Our 1968 Sprite with a stock braking system seems to have a lot of brake pedal travel. I recently rebuilt the front calipers and replaced the flex lines with new moss rubber flex lines and the green stuff pads have very little wear. It has been bled 3 times at all 4 corners. The rear drum brakes are adjusted as tight as I dare feeling resistance to turning the wheel by hand on each side. There is about 1/2 inch max free
play before the pedal starts to act but that is not adjustable. Then the pedal travel goes 90% to the floor but the braking is good. I know the problem is not adjustment of the rear shoes. Is there a problem place to get bled in the front. The brake lines drained while I was rebuilding the front calipers.
Brett

BEW Brett Wright

BEW.

Are the discs in good condition - i.e is the run out within tolerance?
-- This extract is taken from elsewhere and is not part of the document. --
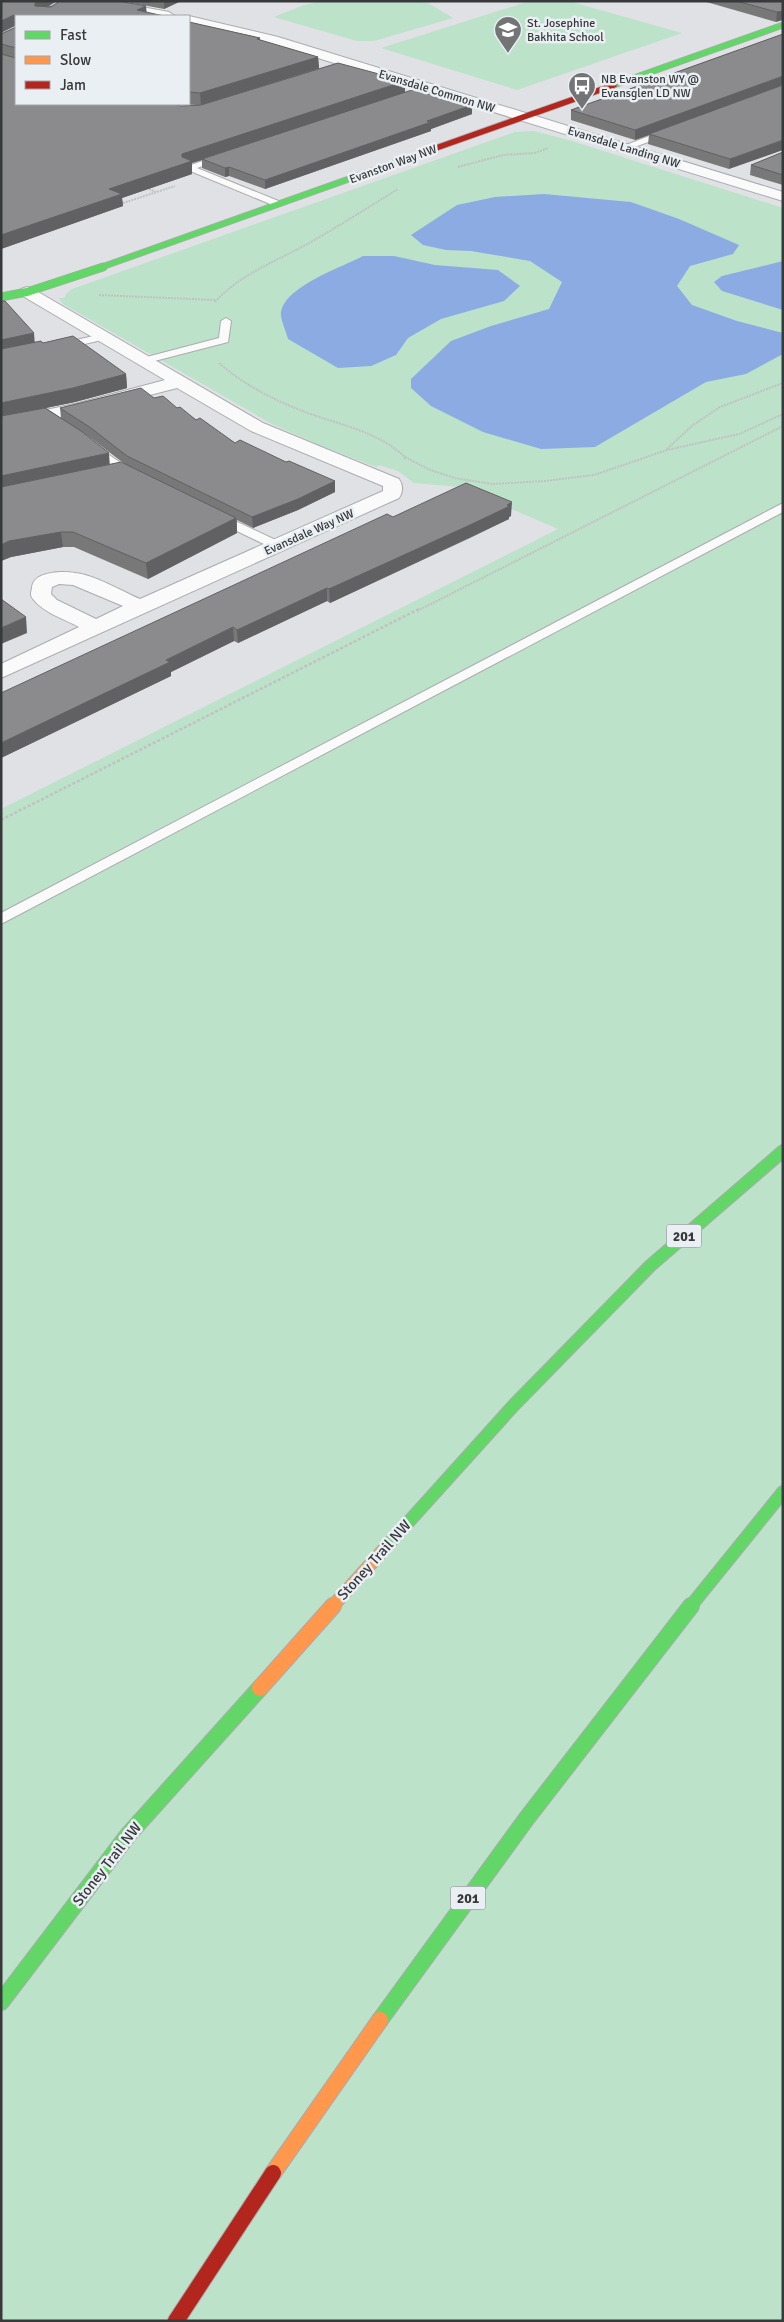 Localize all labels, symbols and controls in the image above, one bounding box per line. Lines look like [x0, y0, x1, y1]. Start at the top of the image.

I bled my brakes to death before I replaced my discs & job done.

Gavin.
GN Rowles

Bleeding can be tough just keep trying.
Mixing pedal bleeding and and an easy bleed should do the trick.

The free play sounds a bit big to me, please check all clevis pint and holes for wear.

If you keep experiencing a long pedal after these things check if you have not got a mis match in rear wheel cylinders and MC
O K

Gavin's comments about the front disc is very relevant. If the run out (wobble) is excessive as the disc turns it kicks the pistons back so there is then tooo much travel needed befor the brakes come on. Typified by a second press on the pedal when the car is stationary having a much shorter stroke.

Some of the cars around 1968 have an adjustable push rod on the M/Cyl.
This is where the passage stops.